* EXERCISE DIRECTIONS
The required answer is each line in the entries below where "Frigorífics" occurs.

* DATA FOR REVIEW

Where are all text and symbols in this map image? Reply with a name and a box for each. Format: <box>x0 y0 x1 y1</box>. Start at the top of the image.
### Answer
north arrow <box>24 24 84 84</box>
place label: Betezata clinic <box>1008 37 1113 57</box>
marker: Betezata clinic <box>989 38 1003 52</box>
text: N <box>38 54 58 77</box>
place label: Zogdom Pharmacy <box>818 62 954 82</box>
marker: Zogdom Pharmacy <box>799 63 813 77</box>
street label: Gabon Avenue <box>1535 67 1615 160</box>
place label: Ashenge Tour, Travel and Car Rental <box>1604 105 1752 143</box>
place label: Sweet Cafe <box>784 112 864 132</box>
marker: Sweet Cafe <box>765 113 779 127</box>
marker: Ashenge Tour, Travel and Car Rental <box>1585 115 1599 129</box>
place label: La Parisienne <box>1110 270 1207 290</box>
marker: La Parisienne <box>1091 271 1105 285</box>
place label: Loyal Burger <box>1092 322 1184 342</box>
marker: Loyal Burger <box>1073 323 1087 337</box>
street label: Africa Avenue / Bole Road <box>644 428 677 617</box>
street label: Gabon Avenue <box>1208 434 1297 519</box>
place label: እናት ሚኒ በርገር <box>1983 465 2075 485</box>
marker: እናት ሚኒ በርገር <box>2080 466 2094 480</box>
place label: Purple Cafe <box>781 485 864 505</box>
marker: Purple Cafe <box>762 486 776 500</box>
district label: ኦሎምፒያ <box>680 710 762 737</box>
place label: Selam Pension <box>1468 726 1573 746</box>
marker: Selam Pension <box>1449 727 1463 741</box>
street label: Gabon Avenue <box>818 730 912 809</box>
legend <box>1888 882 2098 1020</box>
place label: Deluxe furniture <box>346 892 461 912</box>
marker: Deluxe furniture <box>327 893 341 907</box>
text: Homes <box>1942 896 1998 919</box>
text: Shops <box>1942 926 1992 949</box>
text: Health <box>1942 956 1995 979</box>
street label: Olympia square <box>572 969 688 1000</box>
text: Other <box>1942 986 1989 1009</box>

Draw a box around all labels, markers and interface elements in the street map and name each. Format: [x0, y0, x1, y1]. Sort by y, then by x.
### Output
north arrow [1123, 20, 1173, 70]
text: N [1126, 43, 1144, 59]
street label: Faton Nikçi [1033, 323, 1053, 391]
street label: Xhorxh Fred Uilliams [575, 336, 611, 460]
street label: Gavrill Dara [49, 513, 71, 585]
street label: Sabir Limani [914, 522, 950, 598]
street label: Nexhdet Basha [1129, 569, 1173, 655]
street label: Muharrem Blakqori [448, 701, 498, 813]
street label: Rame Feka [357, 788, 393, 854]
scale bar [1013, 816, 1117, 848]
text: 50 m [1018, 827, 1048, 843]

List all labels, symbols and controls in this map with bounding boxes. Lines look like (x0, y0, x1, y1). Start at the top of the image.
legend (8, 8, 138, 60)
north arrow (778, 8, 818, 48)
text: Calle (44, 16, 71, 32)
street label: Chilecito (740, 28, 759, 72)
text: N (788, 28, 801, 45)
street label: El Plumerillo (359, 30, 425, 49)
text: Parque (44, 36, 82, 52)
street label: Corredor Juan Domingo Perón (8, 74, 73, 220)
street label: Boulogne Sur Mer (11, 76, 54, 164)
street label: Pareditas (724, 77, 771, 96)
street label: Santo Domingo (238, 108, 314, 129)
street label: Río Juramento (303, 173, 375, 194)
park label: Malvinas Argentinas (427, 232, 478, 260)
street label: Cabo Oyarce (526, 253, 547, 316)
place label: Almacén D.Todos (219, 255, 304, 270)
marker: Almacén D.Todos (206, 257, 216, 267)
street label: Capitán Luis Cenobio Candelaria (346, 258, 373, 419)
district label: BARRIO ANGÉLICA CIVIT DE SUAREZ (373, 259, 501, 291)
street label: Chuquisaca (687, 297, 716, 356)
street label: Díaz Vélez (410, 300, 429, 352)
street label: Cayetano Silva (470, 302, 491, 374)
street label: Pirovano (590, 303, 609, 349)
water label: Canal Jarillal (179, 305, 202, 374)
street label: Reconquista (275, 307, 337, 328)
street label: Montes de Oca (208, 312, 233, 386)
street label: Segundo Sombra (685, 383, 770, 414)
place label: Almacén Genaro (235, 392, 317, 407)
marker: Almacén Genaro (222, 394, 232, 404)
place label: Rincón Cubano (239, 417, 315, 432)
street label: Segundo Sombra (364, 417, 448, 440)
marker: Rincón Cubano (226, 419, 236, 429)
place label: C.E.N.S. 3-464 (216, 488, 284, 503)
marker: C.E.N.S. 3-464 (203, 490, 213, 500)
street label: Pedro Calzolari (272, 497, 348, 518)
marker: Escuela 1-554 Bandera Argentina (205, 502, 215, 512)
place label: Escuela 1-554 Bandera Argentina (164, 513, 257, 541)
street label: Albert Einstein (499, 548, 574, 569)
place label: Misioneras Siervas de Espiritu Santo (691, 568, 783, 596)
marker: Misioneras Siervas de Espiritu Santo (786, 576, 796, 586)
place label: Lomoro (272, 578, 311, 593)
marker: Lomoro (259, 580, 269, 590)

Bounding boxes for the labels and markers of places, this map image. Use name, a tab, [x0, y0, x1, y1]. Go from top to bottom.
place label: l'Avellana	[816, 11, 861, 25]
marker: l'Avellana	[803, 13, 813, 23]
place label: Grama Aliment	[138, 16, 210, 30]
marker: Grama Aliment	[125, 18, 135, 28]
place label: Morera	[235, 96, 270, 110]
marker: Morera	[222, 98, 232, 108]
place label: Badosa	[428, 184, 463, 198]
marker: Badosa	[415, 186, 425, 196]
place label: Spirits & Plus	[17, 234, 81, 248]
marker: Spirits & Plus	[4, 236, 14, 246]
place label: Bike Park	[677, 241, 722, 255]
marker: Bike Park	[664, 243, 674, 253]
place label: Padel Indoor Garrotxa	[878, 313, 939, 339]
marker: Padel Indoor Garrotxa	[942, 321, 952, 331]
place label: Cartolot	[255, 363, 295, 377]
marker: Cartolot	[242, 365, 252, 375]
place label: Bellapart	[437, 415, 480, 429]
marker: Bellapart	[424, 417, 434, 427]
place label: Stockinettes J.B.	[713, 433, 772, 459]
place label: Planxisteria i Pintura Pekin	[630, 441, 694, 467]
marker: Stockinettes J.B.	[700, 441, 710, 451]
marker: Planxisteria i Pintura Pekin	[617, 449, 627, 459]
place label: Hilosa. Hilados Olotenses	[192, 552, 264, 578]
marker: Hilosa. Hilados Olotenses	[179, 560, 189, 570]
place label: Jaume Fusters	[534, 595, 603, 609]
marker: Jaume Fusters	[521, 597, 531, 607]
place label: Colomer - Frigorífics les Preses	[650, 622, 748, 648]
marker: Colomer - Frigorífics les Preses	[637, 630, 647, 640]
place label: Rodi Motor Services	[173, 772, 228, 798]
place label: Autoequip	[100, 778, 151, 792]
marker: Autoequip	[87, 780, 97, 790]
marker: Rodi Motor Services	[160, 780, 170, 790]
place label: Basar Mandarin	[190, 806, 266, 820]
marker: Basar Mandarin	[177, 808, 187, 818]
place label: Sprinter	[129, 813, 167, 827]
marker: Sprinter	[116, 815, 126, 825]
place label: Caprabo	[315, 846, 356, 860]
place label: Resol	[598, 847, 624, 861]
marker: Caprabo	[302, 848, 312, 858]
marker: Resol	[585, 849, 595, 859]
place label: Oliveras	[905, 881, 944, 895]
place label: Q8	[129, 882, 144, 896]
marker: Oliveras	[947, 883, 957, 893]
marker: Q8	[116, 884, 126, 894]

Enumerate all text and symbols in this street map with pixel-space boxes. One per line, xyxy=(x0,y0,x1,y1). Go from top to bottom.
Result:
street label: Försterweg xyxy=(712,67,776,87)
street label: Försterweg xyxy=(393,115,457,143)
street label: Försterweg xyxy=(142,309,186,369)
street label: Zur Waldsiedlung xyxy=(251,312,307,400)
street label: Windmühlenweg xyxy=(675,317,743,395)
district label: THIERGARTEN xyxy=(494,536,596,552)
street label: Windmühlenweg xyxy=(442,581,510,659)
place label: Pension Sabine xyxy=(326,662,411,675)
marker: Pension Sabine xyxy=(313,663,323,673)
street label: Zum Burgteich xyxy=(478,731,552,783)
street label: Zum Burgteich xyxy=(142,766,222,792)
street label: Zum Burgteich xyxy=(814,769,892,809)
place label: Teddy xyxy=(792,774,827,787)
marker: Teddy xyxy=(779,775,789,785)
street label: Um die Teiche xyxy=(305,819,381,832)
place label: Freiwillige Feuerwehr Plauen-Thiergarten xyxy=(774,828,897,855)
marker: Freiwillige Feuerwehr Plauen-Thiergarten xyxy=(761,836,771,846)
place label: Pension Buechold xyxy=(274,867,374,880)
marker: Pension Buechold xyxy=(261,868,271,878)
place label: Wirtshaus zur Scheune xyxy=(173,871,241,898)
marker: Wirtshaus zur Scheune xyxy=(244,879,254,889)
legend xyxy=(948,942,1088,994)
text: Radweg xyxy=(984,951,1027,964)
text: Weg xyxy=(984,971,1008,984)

* RESPONSE BOX
place label: Colomer - Frigorífics les Preses	[650, 622, 748, 648]
marker: Colomer - Frigorífics les Preses	[637, 630, 647, 640]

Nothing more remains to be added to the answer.